-- ASSIGNMENT --
Please retype the records below exactly as they stand.

[Stored items]
★ ★ ★ ★

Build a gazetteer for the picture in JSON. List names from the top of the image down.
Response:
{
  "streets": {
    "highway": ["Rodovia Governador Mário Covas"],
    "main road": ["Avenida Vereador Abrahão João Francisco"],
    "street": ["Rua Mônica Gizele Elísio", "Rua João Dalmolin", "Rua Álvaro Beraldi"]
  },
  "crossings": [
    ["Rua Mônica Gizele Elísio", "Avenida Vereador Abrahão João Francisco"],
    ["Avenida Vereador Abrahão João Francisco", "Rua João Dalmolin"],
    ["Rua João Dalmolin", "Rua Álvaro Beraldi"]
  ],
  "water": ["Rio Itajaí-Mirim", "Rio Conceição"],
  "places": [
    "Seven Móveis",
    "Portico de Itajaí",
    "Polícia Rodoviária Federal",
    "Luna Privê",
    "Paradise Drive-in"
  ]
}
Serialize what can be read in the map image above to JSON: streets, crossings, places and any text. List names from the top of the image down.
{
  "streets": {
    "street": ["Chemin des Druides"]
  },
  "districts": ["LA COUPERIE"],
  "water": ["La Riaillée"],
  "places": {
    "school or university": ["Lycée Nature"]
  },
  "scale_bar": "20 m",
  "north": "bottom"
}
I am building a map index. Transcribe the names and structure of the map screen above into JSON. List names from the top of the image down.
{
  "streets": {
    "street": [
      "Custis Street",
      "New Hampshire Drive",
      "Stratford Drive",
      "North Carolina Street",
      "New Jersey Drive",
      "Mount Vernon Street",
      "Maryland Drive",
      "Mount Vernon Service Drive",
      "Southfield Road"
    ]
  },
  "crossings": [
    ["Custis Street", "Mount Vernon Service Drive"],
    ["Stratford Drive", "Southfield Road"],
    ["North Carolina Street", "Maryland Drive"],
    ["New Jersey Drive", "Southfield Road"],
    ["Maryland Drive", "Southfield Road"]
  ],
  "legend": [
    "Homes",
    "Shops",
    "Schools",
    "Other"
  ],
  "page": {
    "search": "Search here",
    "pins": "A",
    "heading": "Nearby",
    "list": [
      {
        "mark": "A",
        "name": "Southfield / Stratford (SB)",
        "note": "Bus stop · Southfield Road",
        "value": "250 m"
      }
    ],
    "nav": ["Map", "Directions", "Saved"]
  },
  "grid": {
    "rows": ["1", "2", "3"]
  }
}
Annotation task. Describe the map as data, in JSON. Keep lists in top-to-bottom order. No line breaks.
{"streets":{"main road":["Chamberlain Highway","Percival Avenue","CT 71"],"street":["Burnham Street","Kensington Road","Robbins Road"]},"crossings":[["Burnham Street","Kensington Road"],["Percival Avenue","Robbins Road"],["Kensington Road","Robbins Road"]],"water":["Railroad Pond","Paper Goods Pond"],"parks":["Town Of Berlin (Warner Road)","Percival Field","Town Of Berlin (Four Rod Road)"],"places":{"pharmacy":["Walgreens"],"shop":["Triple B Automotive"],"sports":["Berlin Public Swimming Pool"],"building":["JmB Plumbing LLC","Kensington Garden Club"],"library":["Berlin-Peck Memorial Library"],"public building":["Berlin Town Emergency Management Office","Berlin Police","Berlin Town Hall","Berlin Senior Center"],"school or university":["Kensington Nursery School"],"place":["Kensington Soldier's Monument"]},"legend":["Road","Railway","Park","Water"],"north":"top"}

★ ★ ★ ★

-- WRITTEN RESPONSE --
Build a gazetteer for the picture in JSON. List names from the top of the image down.
Response:
{
  "streets": {
    "highway": ["Rodovia Governador Mário Covas"],
    "main road": ["Avenida Vereador Abrahão João Francisco"],
    "street": ["Rua Mônica Gizele Elísio", "Rua João Dalmolin", "Rua Álvaro Beraldi"]
  },
  "crossings": [
    ["Rua Mônica Gizele Elísio", "Avenida Vereador Abrahão João Francisco"],
    ["Avenida Vereador Abrahão João Francisco", "Rua João Dalmolin"],
    ["Rua João Dalmolin", "Rua Álvaro Beraldi"]
  ],
  "water": ["Rio Itajaí-Mirim", "Rio Conceição"],
  "places": [
    "Seven Móveis",
    "Portico de Itajaí",
    "Polícia Rodoviária Federal",
    "Luna Privê",
    "Paradise Drive-in"
  ]
}
Serialize what can be read in the map image above to JSON: streets, crossings, places and any text. List names from the top of the image down.
{
  "streets": {
    "street": ["Chemin des Druides"]
  },
  "districts": ["LA COUPERIE"],
  "water": ["La Riaillée"],
  "places": {
    "school or university": ["Lycée Nature"]
  },
  "scale_bar": "20 m",
  "north": "bottom"
}
I am building a map index. Transcribe the names and structure of the map screen above into JSON. List names from the top of the image down.
{
  "streets": {
    "street": [
      "Custis Street",
      "New Hampshire Drive",
      "Stratford Drive",
      "North Carolina Street",
      "New Jersey Drive",
      "Mount Vernon Street",
      "Maryland Drive",
      "Mount Vernon Service Drive",
      "Southfield Road"
    ]
  },
  "crossings": [
    ["Custis Street", "Mount Vernon Service Drive"],
    ["Stratford Drive", "Southfield Road"],
    ["North Carolina Street", "Maryland Drive"],
    ["New Jersey Drive", "Southfield Road"],
    ["Maryland Drive", "Southfield Road"]
  ],
  "legend": [
    "Homes",
    "Shops",
    "Schools",
    "Other"
  ],
  "page": {
    "search": "Search here",
    "pins": "A",
    "heading": "Nearby",
    "list": [
      {
        "mark": "A",
        "name": "Southfield / Stratford (SB)",
        "note": "Bus stop · Southfield Road",
        "value": "250 m"
      }
    ],
    "nav": ["Map", "Directions", "Saved"]
  },
  "grid": {
    "rows": ["1", "2", "3"]
  }
}
Annotation task. Describe the map as data, in JSON. Keep lists in top-to-bottom order. No line breaks.
{"streets":{"main road":["Chamberlain Highway","Percival Avenue","CT 71"],"street":["Burnham Street","Kensington Road","Robbins Road"]},"crossings":[["Burnham Street","Kensington Road"],["Percival Avenue","Robbins Road"],["Kensington Road","Robbins Road"]],"water":["Railroad Pond","Paper Goods Pond"],"parks":["Town Of Berlin (Warner Road)","Percival Field","Town Of Berlin (Four Rod Road)"],"places":{"pharmacy":["Walgreens"],"shop":["Triple B Automotive"],"sports":["Berlin Public Swimming Pool"],"building":["JmB Plumbing LLC","Kensington Garden Club"],"library":["Berlin-Peck Memorial Library"],"public building":["Berlin Town Emergency Management Office","Berlin Police","Berlin Town Hall","Berlin Senior Center"],"school or university":["Kensington Nursery School"],"place":["Kensington Soldier's Monument"]},"legend":["Road","Railway","Park","Water"],"north":"top"}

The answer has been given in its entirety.